Frankly, these last six years have been about adding artifice. Creating layers to make sure that there was always a strong public persona. I spent six years forgetting that what is important is who I really am, as well as the dignity, value, and worth I have to contribute to my students as their teacher.
That is even why Flipped Class appealed to me. Video is the perfect medium for me to hide behind. Hell, collaborating with my new BFF** is a way of hiding - we teach together, so there is less attention on either of us individually. I find comfort in being part of a team - less risk, less pressure on me individually, and someone to steal from full-time.
And yet, paradoxically, it is only as a member of that amazing team that I finally saw myself as I really am. Part of that is down to having someone there, in the middle of all your mess, stripping away the layers of BS, until what is left is just...you.
And here's the most revolutionary idea yet:
What if the point of collaboration and friendship was NOT to fix each other, but rather to move to the place where nothing needed to be hidden?
Hiding never made me a better teacher, a better collaborator, or a better friend. And by flipping my class, I was hiding. So now, all of those problems and that artifice is being purged - the intense pressure we've been under in the past few weeks has burned away everything unnecessary, leaving only what is actually me. That is a scary place to be, and it has been an extraordinarily painful and revealing process.
And through that process, the alchemy continued: my individuality, once revealed, did not drive Andrew's personality out; instead, finding what it means to be myself leaves much more room for him, both to find what it means to be himself, and for what it means for us as a collaborative partnership.
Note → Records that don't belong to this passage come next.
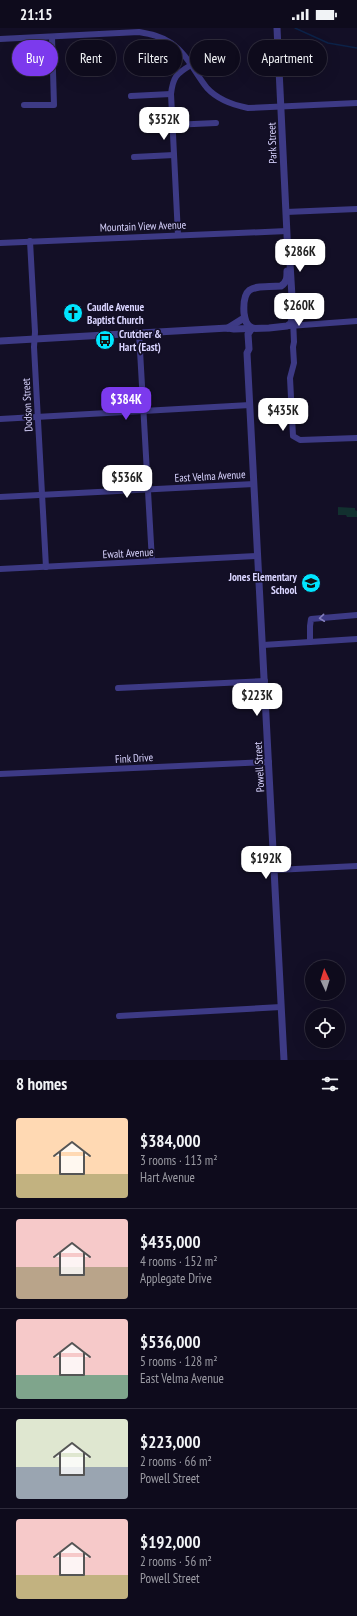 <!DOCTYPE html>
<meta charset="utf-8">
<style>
body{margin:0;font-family:"PT Sans Narrow",sans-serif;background:#171425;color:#f1f3f6;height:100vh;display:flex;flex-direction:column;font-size:15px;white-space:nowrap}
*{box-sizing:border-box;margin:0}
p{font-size:13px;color:#9b9ba3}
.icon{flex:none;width:22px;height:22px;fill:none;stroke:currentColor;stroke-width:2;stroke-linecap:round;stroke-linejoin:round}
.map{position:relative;height:1032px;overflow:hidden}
.details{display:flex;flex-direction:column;background:#0e0b1c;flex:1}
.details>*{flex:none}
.top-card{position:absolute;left:12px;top:12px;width:333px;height:36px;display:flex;gap:8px}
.needle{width:26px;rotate:356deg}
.buttons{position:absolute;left:305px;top:932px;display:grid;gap:8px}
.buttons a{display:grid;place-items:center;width:40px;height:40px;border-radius:50%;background:#0e0b1c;box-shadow:0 4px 16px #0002,0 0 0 1px #2e2b3b;font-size:20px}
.price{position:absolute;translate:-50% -34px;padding:0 9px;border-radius:8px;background:#fff;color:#222;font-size:13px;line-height:26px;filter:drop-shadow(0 1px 2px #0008)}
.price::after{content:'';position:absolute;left:50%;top:24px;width:12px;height:9px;margin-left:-6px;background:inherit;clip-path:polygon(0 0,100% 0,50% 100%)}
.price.current{background:#7c3aed;color:#fff}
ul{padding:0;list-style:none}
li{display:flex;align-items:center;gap:12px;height:100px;padding:0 16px}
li+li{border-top:1px solid #2e2b3b}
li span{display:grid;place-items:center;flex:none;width:112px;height:80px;border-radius:4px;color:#555}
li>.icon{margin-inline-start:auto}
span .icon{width:48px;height:48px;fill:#fffc;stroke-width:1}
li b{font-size:17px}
h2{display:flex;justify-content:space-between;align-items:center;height:48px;padding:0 16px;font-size:17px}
.tag{padding:0 14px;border-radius:18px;background:#0e0b1c;box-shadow:0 4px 16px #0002,0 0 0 1px #2e2b3b;font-size:14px;line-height:36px}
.tag.current{background:#7c3aed;color:#fff}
.status{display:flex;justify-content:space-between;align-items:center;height:28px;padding:0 20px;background:#0e0b1c;direction:ltr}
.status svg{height:11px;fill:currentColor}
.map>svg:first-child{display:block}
</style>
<div class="status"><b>21:15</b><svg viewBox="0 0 49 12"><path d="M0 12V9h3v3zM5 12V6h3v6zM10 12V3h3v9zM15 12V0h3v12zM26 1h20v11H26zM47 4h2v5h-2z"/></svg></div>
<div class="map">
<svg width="357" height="1032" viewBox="0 0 357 1032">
<rect width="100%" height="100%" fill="#130f26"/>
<polygon fill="#12302f" points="338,479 355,480 355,482 357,483 357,489 347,489 346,487 338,487"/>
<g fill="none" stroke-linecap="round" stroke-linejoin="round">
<polyline stroke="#0c2248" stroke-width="1.5" points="295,0 328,15 357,20"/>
<g stroke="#3d3a85" stroke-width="6">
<path d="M 0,11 L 139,4 C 150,6 161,8 171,15 C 187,26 195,45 207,60 C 218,72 233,77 248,80 L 357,75"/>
<polyline points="131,68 171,66"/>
<polyline points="24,77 54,77 52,9"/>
<polyline points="172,97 216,95"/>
<polyline points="134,129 174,127"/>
<polyline points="286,184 357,181"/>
<path d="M 178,207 L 171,66 C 173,49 176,46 191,37"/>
<polyline points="30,213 35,304 34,319 46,539"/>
<polyline points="0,215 287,203"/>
<polyline points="293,291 294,314 293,319 294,335 290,350 293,408 300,412 357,410"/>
<polyline points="289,298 357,293"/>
<polyline points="139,305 152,533"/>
<polyline points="0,391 250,377"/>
<polyline points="0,469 254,456"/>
<polyline points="0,541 258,528"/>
<polyline points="310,614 310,598 311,591 357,587"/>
<polyline points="263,617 357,611"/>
<polyline points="118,660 265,653"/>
<polyline points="0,746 269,734"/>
<polyline points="275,842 357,838"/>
<polyline points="119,988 281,979"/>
</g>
<g stroke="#3d3a85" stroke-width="7">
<polyline points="228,300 244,290"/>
<polyline points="252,300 248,306 249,321 247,325 284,1032"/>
<path d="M 252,300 C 246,297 245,292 244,285 C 242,254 256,260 281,258 C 287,254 287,250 287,243"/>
<polyline points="0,313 228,300 234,301 269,300 287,298 291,295 293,286 290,235 288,227 277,0"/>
</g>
</g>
<defs><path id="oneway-chevron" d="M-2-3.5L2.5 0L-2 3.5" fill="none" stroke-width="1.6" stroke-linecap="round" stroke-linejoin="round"/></defs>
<use stroke="#837fbc" href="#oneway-chevron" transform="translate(322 590) rotate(174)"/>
<defs>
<g id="church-disc" transform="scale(1)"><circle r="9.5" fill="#00e5ff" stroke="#130f26"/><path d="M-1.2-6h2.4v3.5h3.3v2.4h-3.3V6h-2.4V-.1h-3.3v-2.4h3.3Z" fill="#111"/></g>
<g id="bus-disc" transform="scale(1)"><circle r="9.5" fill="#00e5ff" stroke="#130f26"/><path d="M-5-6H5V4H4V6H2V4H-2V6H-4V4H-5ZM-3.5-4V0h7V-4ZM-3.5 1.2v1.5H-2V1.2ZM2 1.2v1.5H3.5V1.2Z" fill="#111"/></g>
<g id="school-disc" transform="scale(1)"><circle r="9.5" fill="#00e5ff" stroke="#130f26"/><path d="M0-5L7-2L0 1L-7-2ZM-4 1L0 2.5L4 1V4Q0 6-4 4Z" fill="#111"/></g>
</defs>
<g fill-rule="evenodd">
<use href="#church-disc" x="73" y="285"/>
<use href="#bus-disc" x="105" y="312"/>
<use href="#school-disc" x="311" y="555"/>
</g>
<g text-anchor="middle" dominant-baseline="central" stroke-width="3.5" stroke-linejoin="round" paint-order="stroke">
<g font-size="11" fill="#d9d4ff" stroke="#130f26">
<text transform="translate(272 115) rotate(-92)">Park Street</text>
<text transform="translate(143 198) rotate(-2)">Mountain View Avenue</text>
<text transform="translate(27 377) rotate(-93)">Dodson Street</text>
<text transform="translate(210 448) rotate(-3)">East Velma Avenue</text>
<text transform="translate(128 525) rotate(-3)">Ewalt Avenue</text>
<text transform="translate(134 730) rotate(-3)">Fink Drive</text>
<text transform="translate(259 739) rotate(-93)">Powell Street</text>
</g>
<g font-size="11" font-weight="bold" fill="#d9d4ff" stroke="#130f26" text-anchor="start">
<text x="87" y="279">Caudle Avenue<tspan x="87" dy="13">Baptist Church</tspan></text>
<text x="119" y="306">Crutcher &amp;<tspan x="119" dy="13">Hart (East)</tspan></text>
<text x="297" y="549" text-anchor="end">Jones Elementary<tspan x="297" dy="13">School</tspan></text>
</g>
</g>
</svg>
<div class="buttons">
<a><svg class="needle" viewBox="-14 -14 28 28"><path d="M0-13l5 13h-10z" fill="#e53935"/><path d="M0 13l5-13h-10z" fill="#9b9ba3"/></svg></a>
<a><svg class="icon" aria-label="locate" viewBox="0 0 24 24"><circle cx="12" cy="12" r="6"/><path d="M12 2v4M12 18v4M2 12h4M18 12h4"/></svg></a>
</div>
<b class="price" style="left:164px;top:113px">$352K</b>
<b class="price" style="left:300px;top:245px">$286K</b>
<b class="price" style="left:299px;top:299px">$260K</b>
<b class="price current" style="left:126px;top:393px">$384K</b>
<b class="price" style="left:283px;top:404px">$435K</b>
<b class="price" style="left:127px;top:471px">$536K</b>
<b class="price" style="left:257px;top:689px">$223K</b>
<b class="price" style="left:266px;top:852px">$192K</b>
<div class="top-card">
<a class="tag current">Buy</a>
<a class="tag">Rent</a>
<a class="tag">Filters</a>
<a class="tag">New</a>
<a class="tag">Apartment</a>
</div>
</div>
<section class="details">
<h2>8 homes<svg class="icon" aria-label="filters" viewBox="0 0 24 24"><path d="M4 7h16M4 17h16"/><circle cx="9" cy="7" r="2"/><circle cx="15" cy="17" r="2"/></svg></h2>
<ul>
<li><span style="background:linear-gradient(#ffd9b3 70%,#c2b280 0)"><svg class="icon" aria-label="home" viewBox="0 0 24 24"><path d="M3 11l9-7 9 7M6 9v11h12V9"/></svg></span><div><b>$384,000</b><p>3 rooms · 113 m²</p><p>Hart Avenue</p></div></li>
<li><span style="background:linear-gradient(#f6c9c9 60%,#b9a48a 0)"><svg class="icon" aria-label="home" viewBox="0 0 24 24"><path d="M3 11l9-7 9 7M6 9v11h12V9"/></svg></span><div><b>$435,000</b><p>4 rooms · 152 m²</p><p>Applegate Drive</p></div></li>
<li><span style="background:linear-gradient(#f6c9c9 70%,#7fa58c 0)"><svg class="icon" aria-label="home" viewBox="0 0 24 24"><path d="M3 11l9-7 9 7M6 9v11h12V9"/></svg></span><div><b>$536,000</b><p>5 rooms · 128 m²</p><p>East Velma Avenue</p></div></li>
<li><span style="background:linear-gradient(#dfe7d0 60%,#9aa5b1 0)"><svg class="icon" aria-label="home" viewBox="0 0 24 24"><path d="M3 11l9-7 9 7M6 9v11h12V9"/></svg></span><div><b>$223,000</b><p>2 rooms · 66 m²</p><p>Powell Street</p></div></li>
<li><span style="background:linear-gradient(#f6c9c9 70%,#c2b280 0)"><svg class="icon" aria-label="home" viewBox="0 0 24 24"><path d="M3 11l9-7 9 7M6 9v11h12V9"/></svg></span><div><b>$192,000</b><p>2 rooms · 56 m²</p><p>Powell Street</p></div></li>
</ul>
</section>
So I may not use the Zunin Reflective Pause, or the Genevieve Voice, or the I'm Drowning Please Save Me Colleague! mannerisms, but I've found the part of me contained in each of those positive thefts. Even the negatives were redeemed through this crucible: I've embraced the structure I learned at San Lorenzo without losing my vulnerability. I've accepted my own racial and educational background and the ways in which I am shaped by factors within and out of my control.
And I've continued down the flipped path with Andrew. And I still occasionally steal his quirks and phrasing, and I still regularly defer to him (because he's smarter than me!), and I enjoy being part of the team, rather than standing alone.
But there is a way to be a flipped teacher AND be myself. There is a way to be a Andrew's collaborative partner AND be myself. There is a way to embrace the things, both positive and negative, that I've experienced and yet move forward.
Because those things may explain me.
But I refuse to let them define me.
What defines me is deeper than what I do. What defines me is deeper than how I teach.
I am defined not by the experiences, the mistakes, the failures, the successes, the things I've done, the things done to me.
I am defined by the choices I make. By the person I am underneath all the artifice. By the communities and people I love and who love me.
And that is incredibly freeing.
***see tweets below for context.
@bennettscience Also, I need @guster4lovers to know that I typed "colour" instead of "color" at first. Curses!
— Andrew Thomasson (@thomasson_engl) October 31, 2012
@guster4lovers @thomasson_engl @bennettscience Andrew, you are SO much better than that. I'm officially worried.